24 avril 2019

Histoire permanente du cinéma américain, 1956-1959

Giant (Géant), George Stevens, 1956
Sur la foi de mes lectures critiques (Lourcelles, Tulard, Tavernier & Coursodon), Georges Stevens avait pour moi plutôt mauvaise presse, et je m'étais longtemps tenu éloigné de son œuvre. Un peu comme Wyler, cinéaste immensément respecté aux Etats-Unis mais dont j'avais l'impression qu'il était assez majoritairement dénigré en France (ça a peut-être changé depuis). Je ne gardais pas un souvenir particulier de Géant. Je l'ai revu dans la superbe copie du collector Warner, enfin en version originale qui fait honneur aux acteurs, et ce fut une révélation.

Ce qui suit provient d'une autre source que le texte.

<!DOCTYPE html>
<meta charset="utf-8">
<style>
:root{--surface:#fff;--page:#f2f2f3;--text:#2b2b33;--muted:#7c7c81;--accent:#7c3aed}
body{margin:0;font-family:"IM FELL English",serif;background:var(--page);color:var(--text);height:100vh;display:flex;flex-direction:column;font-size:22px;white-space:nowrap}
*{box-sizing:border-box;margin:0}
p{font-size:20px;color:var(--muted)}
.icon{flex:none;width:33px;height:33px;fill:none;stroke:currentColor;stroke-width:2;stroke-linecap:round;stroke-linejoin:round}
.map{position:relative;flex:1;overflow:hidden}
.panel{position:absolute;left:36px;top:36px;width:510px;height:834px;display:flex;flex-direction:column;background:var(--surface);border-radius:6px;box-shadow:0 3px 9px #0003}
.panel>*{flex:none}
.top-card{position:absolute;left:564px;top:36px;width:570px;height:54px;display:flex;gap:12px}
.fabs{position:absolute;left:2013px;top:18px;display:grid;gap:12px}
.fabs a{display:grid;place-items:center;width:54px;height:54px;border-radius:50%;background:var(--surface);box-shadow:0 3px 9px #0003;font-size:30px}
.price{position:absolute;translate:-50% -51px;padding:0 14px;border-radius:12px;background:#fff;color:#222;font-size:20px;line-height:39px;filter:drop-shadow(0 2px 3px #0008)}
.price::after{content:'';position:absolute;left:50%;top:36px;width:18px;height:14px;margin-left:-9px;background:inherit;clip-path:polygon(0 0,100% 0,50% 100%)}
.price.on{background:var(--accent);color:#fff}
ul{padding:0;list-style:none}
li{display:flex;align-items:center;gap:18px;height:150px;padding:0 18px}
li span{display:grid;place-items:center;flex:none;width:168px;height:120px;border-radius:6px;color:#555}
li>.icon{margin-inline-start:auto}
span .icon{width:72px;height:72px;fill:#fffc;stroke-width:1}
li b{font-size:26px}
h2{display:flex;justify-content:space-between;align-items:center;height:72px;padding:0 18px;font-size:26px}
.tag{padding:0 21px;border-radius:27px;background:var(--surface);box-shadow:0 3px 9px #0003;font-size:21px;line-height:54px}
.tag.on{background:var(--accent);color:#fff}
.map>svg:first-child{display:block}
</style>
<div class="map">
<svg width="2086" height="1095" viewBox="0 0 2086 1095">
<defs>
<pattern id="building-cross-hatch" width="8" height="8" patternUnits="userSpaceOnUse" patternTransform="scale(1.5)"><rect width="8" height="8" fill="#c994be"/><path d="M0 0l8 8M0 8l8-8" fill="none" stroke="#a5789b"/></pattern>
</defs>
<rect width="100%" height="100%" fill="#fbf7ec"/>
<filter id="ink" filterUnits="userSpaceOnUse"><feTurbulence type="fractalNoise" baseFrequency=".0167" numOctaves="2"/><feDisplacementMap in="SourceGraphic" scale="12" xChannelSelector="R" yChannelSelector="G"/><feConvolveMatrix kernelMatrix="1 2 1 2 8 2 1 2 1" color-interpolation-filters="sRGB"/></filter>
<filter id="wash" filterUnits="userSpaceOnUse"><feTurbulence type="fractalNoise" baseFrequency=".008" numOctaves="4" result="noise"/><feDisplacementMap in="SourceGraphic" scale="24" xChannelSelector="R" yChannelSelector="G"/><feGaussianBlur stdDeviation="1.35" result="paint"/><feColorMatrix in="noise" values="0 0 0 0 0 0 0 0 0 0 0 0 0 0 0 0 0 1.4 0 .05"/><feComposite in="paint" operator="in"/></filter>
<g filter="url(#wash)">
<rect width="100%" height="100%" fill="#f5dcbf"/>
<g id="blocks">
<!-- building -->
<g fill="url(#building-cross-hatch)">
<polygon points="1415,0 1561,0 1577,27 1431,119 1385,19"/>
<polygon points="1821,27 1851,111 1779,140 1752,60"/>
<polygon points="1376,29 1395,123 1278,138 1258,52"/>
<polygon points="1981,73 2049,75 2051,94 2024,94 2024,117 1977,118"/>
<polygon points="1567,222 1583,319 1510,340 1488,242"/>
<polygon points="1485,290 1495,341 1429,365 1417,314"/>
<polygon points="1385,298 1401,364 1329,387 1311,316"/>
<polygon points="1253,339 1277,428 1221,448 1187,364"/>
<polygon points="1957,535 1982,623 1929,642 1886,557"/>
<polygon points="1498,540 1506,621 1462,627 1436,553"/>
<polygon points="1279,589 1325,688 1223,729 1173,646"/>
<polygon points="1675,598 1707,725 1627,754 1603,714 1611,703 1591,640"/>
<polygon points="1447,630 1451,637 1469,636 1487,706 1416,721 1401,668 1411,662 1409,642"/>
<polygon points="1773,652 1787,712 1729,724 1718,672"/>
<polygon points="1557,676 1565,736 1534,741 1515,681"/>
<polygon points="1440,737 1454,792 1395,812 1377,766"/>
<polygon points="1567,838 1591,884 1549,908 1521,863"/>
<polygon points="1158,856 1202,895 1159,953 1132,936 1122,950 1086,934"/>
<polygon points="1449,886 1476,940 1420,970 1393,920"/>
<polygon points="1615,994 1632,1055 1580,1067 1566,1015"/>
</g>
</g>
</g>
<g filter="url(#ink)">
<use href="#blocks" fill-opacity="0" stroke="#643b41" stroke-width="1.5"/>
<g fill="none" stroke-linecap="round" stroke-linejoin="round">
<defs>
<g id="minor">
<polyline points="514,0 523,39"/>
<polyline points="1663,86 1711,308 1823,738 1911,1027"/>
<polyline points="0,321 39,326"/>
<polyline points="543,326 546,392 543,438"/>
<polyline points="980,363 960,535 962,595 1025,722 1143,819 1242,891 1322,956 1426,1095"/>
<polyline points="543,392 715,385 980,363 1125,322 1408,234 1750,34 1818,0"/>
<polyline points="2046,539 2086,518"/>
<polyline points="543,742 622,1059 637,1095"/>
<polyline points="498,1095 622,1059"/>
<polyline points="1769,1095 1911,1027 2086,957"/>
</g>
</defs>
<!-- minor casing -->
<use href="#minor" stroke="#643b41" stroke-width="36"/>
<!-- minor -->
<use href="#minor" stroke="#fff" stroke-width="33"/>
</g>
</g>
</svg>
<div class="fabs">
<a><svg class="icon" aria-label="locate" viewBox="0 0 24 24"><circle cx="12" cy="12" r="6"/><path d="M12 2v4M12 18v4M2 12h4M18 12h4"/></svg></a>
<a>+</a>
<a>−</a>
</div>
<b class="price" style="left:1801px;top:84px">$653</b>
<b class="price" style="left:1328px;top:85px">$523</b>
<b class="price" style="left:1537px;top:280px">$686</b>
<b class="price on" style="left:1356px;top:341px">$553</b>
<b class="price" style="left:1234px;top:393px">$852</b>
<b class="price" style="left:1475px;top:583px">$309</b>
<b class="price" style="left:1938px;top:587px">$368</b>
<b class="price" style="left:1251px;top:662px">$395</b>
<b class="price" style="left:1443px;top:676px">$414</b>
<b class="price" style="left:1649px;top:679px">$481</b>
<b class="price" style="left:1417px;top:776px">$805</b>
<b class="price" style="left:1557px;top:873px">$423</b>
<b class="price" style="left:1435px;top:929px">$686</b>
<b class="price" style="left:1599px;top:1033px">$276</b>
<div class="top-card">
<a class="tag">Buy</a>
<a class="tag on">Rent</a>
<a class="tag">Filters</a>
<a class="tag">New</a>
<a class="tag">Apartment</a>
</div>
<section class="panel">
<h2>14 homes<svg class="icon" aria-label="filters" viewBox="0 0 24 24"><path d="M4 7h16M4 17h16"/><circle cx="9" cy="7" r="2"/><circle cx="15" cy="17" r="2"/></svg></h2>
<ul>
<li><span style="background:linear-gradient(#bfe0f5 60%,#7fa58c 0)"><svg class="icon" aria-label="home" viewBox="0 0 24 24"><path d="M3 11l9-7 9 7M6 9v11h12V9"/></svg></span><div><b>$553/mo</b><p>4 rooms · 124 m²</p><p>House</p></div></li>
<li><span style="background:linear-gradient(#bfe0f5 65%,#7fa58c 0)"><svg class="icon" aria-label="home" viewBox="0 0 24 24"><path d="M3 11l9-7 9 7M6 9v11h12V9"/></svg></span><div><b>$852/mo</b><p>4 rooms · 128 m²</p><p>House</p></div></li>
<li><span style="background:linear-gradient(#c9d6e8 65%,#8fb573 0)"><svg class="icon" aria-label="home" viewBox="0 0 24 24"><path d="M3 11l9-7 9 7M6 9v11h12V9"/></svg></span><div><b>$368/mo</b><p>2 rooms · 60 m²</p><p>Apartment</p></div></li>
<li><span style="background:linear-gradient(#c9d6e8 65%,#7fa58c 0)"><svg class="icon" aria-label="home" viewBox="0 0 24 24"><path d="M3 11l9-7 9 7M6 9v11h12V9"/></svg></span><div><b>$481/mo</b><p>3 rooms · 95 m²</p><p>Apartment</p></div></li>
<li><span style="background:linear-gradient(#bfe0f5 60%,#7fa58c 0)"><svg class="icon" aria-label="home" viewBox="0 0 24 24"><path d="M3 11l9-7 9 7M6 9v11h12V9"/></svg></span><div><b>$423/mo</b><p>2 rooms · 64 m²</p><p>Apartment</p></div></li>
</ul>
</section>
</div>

Je ne m'attendais pas du tout à être à ce point conquis non seulement par un récit formidablement romanesque, mais surtout par l'étonnant travail de caméra et de montage de Stevens, qui n'a vraiment rien d'académique. Sa mise en scène m'est apparue aussi audacieuse qu'inventive, avec une extraordinaire façon de jouer sur le hors-champ, le non-dit et l'ellipse (Dennis Hopper annonçant son mariage à ses parents, sa voix couverte par les musiciens sur scène), se permettant à l'occasion de dissimuler ses acteurs par un élément de décor. La composition picturale de certains plans est éblouissante, jouant magnifiquement de la profondeur de champ. Il y a toujours une fenêtre ou une porte dans le fond qui ouvre sur l'horizon, et les paysages texans sont filmés avec poésie dans un splendide Warnercolor (en fait Eastmancolor) miraculeusement préservé, apportant au film son côté bigger than life.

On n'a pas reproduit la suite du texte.